Forum Moderators: Robert Charlton & goodroi

Message Too Old, No Replies

Googlebot crawled unwanted directories

What now?

         

zoth

9:25 am on Dec 31, 2005 (gmt 0)

10+ Year Member



Hello webmasters,

I had an accident, please help me!

I had a HDD crash on my server 2 months before. I had to reinstall the entire site.
But I forgot to place back my old robots txt file ...
and I just noticed still at yesterday, when a browse through my old logs ... :(((

The result the followings:
The Googlebot crawled my cgi-bin directory, and indexed more than 55000! queries from my amazon product feed script + crawled the entire shtml directory which contain printable version all of my pages. These directories was disallowed in my old robots.txt file.

What I have to do now? Any suggestion?

No SERP changes still ... But I'am really afraid Google will penalize for spam and duplicate content soon.

I placed back to my old robots.txt file which disallow to crawl these directories, and I placed
META NAME="ROBOTS" CONTENT="NOINDEX, NOFOLLOW" into my cgi and shtml pages.

Can I do anything else? What do you think, do I have to contact with Google?

Should I use the URL removal tool?
In this case, my site will drop out from Google for the next 6 month? or just the pages?

I really appreciate any kind of answers.
Thank you.

zoth

8:33 am on Jan 1, 2006 (gmt 0)

10+ Year Member



No suggestions?

soapystar

12:08 pm on Jan 1, 2006 (gmt 0)

WebmasterWorld Senior Member 10+ Year Member



googlebot seems to have gone mad lately.....follows every page and indexes them even with the noindex and nofollow tag...follows every link it can find whether within javascript..comment tags..forms...wherever it finds any source code that looks remotely like a link it blindly spiders the link....

bumpski

12:13 am on Jan 2, 2006 (gmt 0)

WebmasterWorld Senior Member 10+ Year Member



If you use a sitemap.xml file and the associated Google stats you'll get a list of pages Google thinks are blocked by robots.txt. This is a nice check

It's obvious to me that Google "partially indexes" virtually all pages out there, even those blocked by robots.txt. All the html pages I've blocked in robots.txt are in the Google index, indexed as URL only "partially indexed" pages.

cws3di

2:34 am on Jan 2, 2006 (gmt 0)

10+ Year Member



zoth

It sounds like you have a real problem - if those pages have any sort of confidential info I really sympathize with you.

1. Now that you have replaced the robots.txt file, those pages will stay in the index, but never be re-spidered again, so they will likely turn supplemental, but still be publically accessible.

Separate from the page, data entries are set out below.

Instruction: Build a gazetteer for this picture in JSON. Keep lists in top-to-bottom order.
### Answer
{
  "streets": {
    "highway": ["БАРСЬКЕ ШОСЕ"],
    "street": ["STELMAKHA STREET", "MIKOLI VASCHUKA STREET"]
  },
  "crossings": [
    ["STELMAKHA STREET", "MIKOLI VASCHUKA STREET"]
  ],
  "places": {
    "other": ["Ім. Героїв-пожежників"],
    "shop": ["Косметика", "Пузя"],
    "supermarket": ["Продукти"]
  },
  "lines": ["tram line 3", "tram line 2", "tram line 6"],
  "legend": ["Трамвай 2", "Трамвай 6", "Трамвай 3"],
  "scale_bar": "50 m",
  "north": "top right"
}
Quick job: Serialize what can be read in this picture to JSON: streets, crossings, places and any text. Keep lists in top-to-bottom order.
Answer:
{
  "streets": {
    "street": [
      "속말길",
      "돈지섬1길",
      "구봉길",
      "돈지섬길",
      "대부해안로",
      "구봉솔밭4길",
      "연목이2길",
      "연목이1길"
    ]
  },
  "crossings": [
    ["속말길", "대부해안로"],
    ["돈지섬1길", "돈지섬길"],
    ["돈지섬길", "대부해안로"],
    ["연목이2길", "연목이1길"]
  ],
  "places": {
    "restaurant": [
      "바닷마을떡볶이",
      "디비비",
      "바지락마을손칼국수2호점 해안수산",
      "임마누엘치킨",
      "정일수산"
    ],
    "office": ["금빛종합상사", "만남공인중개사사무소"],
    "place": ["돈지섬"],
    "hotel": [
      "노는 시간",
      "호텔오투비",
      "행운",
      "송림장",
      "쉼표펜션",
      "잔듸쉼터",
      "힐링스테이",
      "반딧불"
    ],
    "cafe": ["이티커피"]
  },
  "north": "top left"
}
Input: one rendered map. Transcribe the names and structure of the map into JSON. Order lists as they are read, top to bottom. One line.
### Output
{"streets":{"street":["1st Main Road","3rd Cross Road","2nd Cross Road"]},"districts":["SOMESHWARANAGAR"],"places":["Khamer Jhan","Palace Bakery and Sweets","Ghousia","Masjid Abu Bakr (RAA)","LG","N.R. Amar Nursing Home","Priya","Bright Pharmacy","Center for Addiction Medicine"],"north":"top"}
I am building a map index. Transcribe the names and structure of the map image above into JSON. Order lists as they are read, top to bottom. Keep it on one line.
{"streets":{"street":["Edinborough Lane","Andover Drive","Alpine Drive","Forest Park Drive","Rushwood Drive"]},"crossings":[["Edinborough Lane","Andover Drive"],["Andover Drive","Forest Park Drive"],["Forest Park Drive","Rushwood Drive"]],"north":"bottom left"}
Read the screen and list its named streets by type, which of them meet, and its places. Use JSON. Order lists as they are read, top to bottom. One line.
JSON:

2. You could use the url removal tool, which will remove them from the index temporarily (3 to 6 months) but it is likely that those pages will then return as "Supplemental" and stay in the index for perpetuity.

3. The other alternative is ugly, and could cause you many hours of work. In a nutshell, move all of those files to another directory name, then change all of your code and links for the new directory name.

a. How much work that would cause depends on what your code looks like?

b. The way your hosting service is set up may require you to have all of your executables in cgi-bin. To get around that, place the files in a sub-directory of cgi-bin (and make sure the sub-directory has 755 permissions)

so, the new path to your files would be:
www.example.com/cgi-bin/zothfiles/

If your code is fairly simple, it may just be a config file setting or a simple find and replace to update to a new path.

After you are sure that everything will work that way, then you can delete the files in the original path, let googlebot in and serve a 410 for those files. I think that is your best bet for hoping that those files will drop off the index, although it might take some time (maybe months?)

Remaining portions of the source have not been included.